Caitlin McNally is So Sorry. Like, too sorry. So because of that. We guilted her into answering these Hot Seat Questions.
When did you first start Doing COmedy?
I've been doing improv and sketch comedy for about 4 years, but I started working on this show in particular in 2016.
How did you come up with your show title?
The title is based on my personal struggle with over-apologizing. I've apologized for offering ideas in team meetings at work, feeling pain through the Novocain at the dentist's office, and (multiple times) for not wanting to have sex. I feel that it's something most women can relate to, so I wanted to explore characters who were unapologetic for who they are, with just a sprinkling of personal experience and remorse.

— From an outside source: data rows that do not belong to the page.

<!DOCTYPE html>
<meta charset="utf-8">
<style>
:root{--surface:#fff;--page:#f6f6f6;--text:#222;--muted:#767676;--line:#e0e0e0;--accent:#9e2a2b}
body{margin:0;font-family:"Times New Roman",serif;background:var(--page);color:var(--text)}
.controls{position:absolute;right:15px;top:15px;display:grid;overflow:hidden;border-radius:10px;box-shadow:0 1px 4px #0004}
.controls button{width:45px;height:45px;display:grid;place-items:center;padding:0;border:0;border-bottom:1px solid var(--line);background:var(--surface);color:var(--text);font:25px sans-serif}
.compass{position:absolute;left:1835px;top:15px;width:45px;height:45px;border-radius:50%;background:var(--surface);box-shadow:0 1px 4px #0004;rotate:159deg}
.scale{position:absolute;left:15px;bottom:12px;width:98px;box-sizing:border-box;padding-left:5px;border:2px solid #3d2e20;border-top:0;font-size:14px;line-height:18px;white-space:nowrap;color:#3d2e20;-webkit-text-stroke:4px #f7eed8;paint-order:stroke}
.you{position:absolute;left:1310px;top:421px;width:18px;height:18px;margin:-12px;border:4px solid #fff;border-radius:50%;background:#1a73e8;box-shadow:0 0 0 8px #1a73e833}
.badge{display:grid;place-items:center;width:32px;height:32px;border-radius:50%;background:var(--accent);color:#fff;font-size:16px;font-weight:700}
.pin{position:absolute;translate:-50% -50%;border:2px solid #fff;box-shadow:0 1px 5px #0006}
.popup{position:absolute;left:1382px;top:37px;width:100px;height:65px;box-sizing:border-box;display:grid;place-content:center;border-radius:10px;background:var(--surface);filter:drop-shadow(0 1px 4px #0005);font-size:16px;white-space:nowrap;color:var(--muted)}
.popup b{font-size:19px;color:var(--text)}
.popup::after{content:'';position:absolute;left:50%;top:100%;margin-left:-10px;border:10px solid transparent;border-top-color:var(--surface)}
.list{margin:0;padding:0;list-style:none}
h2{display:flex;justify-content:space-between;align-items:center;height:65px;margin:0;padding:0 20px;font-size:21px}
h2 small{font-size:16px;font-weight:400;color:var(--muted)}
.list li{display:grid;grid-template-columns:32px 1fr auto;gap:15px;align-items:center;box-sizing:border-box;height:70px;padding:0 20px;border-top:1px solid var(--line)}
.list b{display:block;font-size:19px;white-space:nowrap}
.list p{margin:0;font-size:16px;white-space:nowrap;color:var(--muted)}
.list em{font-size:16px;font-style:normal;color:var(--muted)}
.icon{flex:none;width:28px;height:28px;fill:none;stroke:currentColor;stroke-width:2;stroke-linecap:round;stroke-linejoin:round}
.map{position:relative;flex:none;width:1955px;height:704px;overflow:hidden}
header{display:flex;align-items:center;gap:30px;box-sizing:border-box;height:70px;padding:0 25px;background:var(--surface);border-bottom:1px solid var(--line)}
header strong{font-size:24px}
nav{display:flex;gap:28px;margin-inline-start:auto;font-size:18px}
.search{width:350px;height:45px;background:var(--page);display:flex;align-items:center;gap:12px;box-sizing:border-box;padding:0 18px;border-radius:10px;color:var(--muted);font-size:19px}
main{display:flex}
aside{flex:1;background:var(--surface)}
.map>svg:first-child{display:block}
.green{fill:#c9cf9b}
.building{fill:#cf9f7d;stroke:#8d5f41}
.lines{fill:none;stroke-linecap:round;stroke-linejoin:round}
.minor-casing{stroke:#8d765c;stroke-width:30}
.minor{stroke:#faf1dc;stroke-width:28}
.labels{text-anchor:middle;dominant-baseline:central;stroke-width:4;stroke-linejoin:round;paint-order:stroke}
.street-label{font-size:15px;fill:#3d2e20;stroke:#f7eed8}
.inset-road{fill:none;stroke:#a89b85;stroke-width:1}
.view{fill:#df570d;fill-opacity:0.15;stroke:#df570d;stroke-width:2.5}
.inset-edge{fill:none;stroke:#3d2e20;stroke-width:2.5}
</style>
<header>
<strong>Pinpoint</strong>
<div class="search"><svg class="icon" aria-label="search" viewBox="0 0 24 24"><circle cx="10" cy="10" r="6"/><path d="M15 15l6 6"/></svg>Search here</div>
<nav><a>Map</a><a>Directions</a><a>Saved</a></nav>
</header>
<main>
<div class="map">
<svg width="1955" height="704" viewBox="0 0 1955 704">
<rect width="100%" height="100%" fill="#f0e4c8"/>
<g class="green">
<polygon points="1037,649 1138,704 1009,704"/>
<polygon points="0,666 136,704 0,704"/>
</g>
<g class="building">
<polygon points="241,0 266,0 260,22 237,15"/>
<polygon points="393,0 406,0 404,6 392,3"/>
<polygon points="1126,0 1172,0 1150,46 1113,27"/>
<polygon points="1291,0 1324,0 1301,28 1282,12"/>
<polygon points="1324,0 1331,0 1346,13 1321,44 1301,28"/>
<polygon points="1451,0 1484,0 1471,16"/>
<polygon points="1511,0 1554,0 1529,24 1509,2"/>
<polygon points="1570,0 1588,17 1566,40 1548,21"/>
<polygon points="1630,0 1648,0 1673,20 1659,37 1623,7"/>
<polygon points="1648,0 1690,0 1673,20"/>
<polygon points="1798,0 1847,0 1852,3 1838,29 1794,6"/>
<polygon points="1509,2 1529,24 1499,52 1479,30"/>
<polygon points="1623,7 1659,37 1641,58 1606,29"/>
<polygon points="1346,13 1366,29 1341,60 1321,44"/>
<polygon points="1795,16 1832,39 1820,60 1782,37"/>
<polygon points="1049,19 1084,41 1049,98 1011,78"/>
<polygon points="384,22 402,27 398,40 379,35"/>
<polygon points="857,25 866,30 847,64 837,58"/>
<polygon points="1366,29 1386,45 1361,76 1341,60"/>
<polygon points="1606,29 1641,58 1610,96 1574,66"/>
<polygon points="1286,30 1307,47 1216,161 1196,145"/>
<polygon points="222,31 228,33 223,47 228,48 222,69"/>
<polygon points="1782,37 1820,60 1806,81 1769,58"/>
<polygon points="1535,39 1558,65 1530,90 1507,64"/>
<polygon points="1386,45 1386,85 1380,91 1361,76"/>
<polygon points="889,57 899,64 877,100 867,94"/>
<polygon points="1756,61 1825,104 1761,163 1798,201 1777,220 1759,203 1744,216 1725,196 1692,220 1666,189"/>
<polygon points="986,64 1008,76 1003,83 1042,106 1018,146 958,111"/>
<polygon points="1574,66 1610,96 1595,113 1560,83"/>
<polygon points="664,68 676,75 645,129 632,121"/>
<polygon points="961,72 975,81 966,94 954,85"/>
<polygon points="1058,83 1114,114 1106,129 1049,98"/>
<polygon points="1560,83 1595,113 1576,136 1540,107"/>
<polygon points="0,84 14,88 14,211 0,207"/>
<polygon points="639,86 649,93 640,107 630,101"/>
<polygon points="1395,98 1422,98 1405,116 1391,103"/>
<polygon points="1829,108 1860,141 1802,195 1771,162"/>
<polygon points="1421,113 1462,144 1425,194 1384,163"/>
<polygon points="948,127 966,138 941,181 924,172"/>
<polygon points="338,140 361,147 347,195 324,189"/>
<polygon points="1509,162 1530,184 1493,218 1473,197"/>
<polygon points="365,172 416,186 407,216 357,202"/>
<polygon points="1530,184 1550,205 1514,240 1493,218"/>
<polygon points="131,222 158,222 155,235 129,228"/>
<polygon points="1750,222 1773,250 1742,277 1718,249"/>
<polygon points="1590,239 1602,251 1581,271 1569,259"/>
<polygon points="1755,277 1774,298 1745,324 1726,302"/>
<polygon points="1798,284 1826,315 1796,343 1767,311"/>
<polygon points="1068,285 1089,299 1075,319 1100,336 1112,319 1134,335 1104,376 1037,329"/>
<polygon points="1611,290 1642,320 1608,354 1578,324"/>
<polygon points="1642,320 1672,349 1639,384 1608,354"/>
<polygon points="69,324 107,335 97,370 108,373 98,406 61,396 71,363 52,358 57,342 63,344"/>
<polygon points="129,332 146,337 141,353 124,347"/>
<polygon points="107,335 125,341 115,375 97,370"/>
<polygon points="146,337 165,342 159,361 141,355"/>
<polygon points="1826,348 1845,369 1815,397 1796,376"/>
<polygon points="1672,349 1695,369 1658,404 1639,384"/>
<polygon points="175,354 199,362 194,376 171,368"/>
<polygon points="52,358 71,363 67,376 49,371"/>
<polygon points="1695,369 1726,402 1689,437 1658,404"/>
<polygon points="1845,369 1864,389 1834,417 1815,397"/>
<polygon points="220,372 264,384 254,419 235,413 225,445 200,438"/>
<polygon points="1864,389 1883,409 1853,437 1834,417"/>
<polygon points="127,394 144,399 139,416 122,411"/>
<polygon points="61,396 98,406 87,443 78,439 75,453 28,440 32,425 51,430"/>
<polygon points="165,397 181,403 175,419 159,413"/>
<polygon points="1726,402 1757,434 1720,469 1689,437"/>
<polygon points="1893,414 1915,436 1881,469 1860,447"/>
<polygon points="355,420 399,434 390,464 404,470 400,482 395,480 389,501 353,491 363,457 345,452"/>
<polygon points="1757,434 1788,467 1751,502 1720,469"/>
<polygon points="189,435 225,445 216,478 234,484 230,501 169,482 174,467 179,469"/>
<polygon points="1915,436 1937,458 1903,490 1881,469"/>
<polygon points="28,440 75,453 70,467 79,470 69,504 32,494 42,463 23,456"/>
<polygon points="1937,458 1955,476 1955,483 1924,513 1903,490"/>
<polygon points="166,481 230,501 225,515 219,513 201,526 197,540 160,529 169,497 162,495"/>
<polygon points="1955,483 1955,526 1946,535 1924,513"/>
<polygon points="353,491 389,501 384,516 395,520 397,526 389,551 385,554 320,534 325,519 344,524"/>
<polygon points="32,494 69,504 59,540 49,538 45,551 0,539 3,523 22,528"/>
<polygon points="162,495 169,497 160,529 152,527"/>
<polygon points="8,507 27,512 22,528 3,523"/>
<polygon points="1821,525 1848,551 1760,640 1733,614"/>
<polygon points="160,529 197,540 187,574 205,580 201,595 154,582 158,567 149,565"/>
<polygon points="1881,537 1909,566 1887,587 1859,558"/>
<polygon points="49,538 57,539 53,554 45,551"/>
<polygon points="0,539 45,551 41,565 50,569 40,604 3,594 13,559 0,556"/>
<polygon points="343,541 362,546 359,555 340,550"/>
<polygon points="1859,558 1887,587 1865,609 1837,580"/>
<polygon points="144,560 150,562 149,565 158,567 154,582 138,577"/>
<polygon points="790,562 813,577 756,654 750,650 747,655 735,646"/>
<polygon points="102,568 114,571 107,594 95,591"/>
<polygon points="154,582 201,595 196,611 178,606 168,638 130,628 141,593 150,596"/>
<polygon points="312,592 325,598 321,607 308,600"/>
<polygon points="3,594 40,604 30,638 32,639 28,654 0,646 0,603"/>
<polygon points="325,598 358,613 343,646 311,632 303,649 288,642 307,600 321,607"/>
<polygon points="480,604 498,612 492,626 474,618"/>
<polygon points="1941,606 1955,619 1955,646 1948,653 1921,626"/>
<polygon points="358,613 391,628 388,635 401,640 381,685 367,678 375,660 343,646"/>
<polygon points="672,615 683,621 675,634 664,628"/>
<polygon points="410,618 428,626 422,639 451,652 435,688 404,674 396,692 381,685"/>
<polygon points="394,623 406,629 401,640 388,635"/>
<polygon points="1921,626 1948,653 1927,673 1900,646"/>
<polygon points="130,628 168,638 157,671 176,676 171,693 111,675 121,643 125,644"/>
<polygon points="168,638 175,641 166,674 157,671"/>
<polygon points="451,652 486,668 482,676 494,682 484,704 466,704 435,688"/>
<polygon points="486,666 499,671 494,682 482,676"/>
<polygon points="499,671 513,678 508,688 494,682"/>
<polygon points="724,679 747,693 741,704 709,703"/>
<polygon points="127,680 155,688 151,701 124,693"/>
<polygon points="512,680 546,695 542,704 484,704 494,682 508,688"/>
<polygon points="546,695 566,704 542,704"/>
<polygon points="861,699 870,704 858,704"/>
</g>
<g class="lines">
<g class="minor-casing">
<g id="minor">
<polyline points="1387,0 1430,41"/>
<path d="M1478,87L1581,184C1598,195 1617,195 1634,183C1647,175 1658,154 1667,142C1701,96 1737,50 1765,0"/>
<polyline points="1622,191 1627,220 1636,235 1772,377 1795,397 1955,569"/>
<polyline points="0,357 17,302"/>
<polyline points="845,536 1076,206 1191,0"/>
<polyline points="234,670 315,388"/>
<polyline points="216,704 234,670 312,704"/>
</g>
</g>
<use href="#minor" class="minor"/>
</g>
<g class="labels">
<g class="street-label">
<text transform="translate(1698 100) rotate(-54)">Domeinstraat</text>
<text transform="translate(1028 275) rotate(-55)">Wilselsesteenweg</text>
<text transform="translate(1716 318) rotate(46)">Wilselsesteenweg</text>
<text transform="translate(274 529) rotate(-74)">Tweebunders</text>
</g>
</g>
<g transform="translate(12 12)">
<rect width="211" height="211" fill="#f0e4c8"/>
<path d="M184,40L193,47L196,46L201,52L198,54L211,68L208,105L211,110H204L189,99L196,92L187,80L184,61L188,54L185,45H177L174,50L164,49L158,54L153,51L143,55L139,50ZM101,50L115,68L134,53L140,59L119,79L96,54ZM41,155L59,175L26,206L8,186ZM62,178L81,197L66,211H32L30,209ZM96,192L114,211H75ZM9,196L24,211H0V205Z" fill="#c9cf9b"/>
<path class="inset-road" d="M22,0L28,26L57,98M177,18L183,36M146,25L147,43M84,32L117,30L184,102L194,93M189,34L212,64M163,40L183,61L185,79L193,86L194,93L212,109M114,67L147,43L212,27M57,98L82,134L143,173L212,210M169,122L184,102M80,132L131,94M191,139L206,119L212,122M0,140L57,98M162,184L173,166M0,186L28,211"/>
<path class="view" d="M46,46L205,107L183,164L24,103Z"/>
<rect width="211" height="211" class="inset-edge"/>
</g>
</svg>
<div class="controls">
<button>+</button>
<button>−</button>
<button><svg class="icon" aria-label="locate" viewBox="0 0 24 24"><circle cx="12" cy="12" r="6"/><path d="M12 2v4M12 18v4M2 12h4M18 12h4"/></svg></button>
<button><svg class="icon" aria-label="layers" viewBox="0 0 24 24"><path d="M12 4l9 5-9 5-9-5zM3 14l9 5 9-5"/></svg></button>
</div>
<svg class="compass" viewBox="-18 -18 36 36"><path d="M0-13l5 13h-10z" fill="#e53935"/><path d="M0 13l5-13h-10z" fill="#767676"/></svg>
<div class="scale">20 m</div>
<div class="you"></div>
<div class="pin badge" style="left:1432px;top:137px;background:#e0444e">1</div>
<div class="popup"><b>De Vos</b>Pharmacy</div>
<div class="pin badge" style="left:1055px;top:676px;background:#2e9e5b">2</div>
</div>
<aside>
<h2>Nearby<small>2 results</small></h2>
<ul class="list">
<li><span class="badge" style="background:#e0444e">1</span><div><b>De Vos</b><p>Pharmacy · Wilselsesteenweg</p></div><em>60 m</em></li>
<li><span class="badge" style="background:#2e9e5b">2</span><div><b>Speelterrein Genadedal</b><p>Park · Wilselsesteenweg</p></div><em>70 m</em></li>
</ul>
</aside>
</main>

What was the first sketch idea you can remember having?
That's a hard one. I honestly can't remember, but my friends and I used to spend all weekend making videos in high school. We did a lot of plotless parodies and one original short about being a time traveling "crime stopper"...I don't think I was really the brains behind the ideas themselves, but I've always been game to ham it up in front of a camera.
What's your creative process like? How do you generate ideas and keep it fresh?
I really enjoy just turning on a song that pumps me up or something unusual (Herb Alpert fits both categories for me) and creating a character from that first. I started out performing in improv before sketch, so I do enjoy working organically to just "find" some character or game. Wigs are also a source of inspiration for me...even if they get cut in the show itself. Mostly though, I get most of my inspiration from real life or just doing bits with my improv-pals.
Who are your influences? Who are some of your favorite sketch comedy acts performing today? Who has blown your mind?
I grew up watching SNL, so of course I've always loved a lot of the performers on that show. To be honest though, I think I identify most with Will Forte (see: Herb Alpert comment above). Recently though, I've been blown away by anything Keith Horvath touches. He just moved here from Chicago and he's already made his mark in this town. Getting to play in both House of 1000 Sketches and This is (Not) the Gayest Sketch Show You've Ever Seen (once as an understudy- still counts) have been some serious comedy highlights for me and he's just a pleasure to work with in every way.
Do you have any fun "worst show" or "worst audience member" stories?
I put up a sketch once that depended entirely on music cues. We rehearsed it once but at showtime, the tracks wouldn't play. Luckily, I was performing with improviser David Howe (Good Fight) so we made it into it's own fun scene and the tech pulled lights on an appropriate button. It actually ended up being a fun scene, and people were surprised to hear it wasn't written that way. But as a writer, it was the worst. I kind of buried that sketch even though I loved the concept- I'm just too scared to try it again.
Do you have any fun "best show" stories?
The first sketch show my parents ever came to was my first show with Taken Seriously (Robert Segovia, Katie Stone, Nathan Ehrmann). They had seen me do improv, but I was excited to have them there for one of my first major sketch shows. Incidentally, I was dressed as a huge penis in the first sketch. I forgot about this until I saw my parents at the theater. I had to go the whole show wondering if my sweet parents were spending the whole hour feeling horrified. When I came out of the green room, my dad literally had tears in his eyes and told me he didn't realize how funny I was- he had just gotten hearing aids and has a knack for slightly backhanded compliments.
Are there any ideas that you've had that you can't seem to make work or convince other people is actually funny.
Since college, I've had the idea for sketch where a woman is turned into the Gorton's Fisherman over night. She can't say anything but the fish sticks catchphrase and it tears her relationships apart. I've pitched it and people are usually somewhat into the idea but it always makes me laugh-cry and any actual fruition of it would definitely not be as funny as it is in my mind.
What should people interested in comedy know about performing sketch that you didn't know when you started?
CUT CUT CUT- get a director you trust who will give you hard, honest notes without making you want to give up. If you think your show is "good enough" to stage, you need to edit all of it and get a new set of eyes in there. Matt Needles is my director for I'm So Sorry and the show was clearly elevated to a whole new level once he came on board. Hiring a director is the best thing you can do for your sketch show, solo or not.
We need to increase the visibility of this article. Any suggestions for a click-bait headline?
This woman Lived with Raccoons for 5 Years, You Won't BELIEVE How She Lost 10Pounds.
What else – comedy wise – are you looking forward to this year? What do you have cooking?
I'm headed to New York in June with my improv troupe Empty Promises for the Del Close Marathons! It'll be my first time in New York as an adult and I'm really excited to explore the city with the "Sweet Boys of Austin Improv" (That's my nickname for the guys in EP and they HATE IT).